The end point of the reaction is determined by quantitatively determining the propionic acid in the effluent solvent, completely removing the water in the system, and terminating the reaction.
Xylene was added. The obtained varnish has a solid content of 52.3.
A varnish having a wt% and a viscosity P (value of P of a bubble viscometer) was obtained.

Preparation of Antifouling Paint Composition The components shown in Table 1 were placed in a ball mill and dispersed for 16 hours to prepare an underwater antifouling paint. For comparison, a paint containing a known antifouling agent was prepared. The composition is shown in Table 2.

Antifouling Test An antifouling test was conducted with these antifouling paints. Antifouling test is the table-
1. The antifouling paint of Table 2 was applied in advance to anticorrosion paint (commercial ship bottom No. 1 paint based on coal tar / vinyl chloride resin) with a dry film thickness of 100 × 300 mm. It is applied twice to 60-80 microns, dried for 24 hours, and then immersed in a test raft at a depth of 1 m in the sea to determine the amount of adhesion of animals such as barnacles and cell bras and plants such as Ulva and Aonori. %, And evaluated by visual observation. The test period is two years. Table 3 shows the changes in the amount of attached organisms.

[0029]

[Table 1]

[0030]

[Table 2]

[0031]

[Table 3]

[0032]

The antifouling coating composition of the present invention has the composition shown in Table 3 above.
As shown in, it has an excellent effect in preventing animal and plant adhesion,
The antifouling effect can be maintained for a very long time.

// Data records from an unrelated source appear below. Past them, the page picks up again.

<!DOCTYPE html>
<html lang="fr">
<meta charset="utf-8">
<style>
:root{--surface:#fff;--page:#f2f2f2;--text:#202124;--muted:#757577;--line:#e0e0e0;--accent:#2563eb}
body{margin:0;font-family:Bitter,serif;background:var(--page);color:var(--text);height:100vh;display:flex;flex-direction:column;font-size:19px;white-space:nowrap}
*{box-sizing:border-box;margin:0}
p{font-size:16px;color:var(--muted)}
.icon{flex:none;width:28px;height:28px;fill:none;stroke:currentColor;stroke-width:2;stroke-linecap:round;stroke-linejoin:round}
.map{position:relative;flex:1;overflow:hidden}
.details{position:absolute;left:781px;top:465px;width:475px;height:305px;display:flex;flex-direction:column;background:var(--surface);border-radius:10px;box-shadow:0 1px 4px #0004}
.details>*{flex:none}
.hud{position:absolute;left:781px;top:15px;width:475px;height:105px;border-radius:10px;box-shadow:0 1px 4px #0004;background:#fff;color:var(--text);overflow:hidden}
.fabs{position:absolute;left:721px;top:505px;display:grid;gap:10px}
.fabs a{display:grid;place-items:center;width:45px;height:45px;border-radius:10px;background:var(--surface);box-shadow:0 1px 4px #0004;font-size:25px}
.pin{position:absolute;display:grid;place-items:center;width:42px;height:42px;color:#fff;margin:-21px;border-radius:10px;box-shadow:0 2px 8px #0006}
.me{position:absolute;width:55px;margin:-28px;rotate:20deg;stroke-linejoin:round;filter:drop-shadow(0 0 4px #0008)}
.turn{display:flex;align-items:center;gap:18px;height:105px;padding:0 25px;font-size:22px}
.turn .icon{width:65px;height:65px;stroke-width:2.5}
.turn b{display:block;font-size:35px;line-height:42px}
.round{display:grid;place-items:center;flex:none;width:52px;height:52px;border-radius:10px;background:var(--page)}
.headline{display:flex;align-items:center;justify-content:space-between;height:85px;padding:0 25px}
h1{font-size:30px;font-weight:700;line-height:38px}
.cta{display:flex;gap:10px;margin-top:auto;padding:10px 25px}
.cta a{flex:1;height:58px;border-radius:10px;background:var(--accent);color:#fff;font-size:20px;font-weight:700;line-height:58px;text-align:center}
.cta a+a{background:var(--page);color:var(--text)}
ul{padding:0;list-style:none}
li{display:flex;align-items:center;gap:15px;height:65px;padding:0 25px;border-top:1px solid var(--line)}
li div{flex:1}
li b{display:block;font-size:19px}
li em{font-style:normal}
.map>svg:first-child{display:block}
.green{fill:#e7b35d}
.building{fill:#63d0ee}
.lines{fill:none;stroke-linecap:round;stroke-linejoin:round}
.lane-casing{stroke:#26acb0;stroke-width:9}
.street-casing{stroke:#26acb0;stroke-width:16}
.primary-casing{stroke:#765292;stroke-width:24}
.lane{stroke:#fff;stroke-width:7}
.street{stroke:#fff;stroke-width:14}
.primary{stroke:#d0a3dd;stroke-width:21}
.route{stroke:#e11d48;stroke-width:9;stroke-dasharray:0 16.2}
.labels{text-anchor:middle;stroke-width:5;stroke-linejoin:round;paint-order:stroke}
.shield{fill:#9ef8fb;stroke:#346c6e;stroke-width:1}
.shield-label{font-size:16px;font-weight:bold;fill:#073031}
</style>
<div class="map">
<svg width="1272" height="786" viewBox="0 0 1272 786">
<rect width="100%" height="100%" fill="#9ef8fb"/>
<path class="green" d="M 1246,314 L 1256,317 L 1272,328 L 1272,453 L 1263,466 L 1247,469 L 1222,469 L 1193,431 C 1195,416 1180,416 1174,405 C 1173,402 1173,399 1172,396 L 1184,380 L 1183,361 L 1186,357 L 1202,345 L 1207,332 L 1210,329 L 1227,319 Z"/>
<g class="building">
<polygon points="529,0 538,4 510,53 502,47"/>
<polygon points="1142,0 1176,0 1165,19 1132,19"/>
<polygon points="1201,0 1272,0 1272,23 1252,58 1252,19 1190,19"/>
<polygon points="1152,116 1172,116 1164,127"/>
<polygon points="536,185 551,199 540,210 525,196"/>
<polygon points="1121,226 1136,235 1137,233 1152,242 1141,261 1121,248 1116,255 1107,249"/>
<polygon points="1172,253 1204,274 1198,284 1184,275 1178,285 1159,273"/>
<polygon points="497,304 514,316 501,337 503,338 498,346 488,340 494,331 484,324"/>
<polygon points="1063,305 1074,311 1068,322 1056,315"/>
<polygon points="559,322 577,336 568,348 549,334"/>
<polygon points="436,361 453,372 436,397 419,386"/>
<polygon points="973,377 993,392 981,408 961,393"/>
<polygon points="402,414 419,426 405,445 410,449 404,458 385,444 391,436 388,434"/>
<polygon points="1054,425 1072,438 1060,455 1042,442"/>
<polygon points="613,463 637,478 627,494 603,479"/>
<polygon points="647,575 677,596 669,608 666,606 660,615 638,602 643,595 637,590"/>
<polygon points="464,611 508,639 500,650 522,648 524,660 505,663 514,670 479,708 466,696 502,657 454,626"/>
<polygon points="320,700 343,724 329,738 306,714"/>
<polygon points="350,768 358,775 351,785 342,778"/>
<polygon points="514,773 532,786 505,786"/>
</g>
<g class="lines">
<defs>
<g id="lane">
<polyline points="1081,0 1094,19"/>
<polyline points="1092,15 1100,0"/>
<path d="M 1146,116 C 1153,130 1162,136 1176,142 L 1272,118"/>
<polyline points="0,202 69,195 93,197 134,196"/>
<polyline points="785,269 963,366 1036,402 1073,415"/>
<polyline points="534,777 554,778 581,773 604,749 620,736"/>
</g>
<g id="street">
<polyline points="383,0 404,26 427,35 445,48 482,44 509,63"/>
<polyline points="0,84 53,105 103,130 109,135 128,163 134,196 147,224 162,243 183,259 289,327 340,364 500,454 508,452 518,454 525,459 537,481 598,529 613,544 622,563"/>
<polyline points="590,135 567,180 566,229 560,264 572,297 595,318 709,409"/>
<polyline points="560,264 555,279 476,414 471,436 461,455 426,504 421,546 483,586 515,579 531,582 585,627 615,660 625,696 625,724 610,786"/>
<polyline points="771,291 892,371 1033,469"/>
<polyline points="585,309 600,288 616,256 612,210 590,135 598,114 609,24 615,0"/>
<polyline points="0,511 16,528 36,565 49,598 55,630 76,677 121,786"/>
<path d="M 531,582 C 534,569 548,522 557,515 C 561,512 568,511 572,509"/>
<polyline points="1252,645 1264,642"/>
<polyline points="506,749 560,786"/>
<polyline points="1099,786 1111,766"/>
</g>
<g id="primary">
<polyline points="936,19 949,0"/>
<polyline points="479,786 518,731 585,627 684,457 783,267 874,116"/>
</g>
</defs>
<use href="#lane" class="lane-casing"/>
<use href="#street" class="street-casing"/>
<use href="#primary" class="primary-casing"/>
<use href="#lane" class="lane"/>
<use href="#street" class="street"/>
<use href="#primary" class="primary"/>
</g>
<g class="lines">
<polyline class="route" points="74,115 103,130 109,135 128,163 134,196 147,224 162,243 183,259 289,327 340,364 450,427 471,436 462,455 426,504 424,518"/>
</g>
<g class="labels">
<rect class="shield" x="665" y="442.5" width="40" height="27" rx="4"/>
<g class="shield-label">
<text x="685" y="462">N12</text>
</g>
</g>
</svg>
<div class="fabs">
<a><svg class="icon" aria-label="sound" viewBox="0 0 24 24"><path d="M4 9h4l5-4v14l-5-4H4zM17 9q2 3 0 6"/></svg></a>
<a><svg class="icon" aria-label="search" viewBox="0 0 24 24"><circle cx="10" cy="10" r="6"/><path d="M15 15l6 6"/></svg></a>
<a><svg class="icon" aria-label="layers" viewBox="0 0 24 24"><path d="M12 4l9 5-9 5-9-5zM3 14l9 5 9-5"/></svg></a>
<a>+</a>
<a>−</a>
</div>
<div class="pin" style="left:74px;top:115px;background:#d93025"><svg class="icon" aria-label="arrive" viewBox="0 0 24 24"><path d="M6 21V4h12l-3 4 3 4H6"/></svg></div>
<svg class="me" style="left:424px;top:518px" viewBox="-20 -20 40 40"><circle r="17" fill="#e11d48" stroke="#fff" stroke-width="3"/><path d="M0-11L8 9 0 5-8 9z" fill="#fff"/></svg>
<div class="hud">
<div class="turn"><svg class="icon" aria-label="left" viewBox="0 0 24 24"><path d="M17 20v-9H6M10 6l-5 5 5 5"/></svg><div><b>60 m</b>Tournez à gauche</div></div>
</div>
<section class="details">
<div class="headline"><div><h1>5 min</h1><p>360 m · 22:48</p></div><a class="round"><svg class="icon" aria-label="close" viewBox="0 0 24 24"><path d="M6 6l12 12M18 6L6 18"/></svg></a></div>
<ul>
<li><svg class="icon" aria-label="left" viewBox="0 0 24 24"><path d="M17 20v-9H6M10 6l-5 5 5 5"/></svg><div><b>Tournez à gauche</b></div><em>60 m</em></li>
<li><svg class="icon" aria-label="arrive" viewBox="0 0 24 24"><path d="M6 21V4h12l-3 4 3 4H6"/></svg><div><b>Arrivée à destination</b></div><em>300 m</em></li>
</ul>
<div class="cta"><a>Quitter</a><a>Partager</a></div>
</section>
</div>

Front page continuation (72) Inventor Mitsusada Suetsugu 19-17 Ikedanaka-cho, Neyagawa-shi, Osaka, Japan Paint Co., Ltd. (72) Emiko Kimura 19-17 Ikedanaka-cho, Neyagawa-shi, Osaka Japan Paint Co., Ltd. Within

Claims (1)

[Claims] 1. A compound represented by the general formula (I): (Wherein R ¹ and R ² are each independently an alkyl group, and Y is a nitro group, a cyano group or a trifluoromethyl group), and a maleimide compound represented by the formula is contained as an active ingredient. Antifouling coating composition.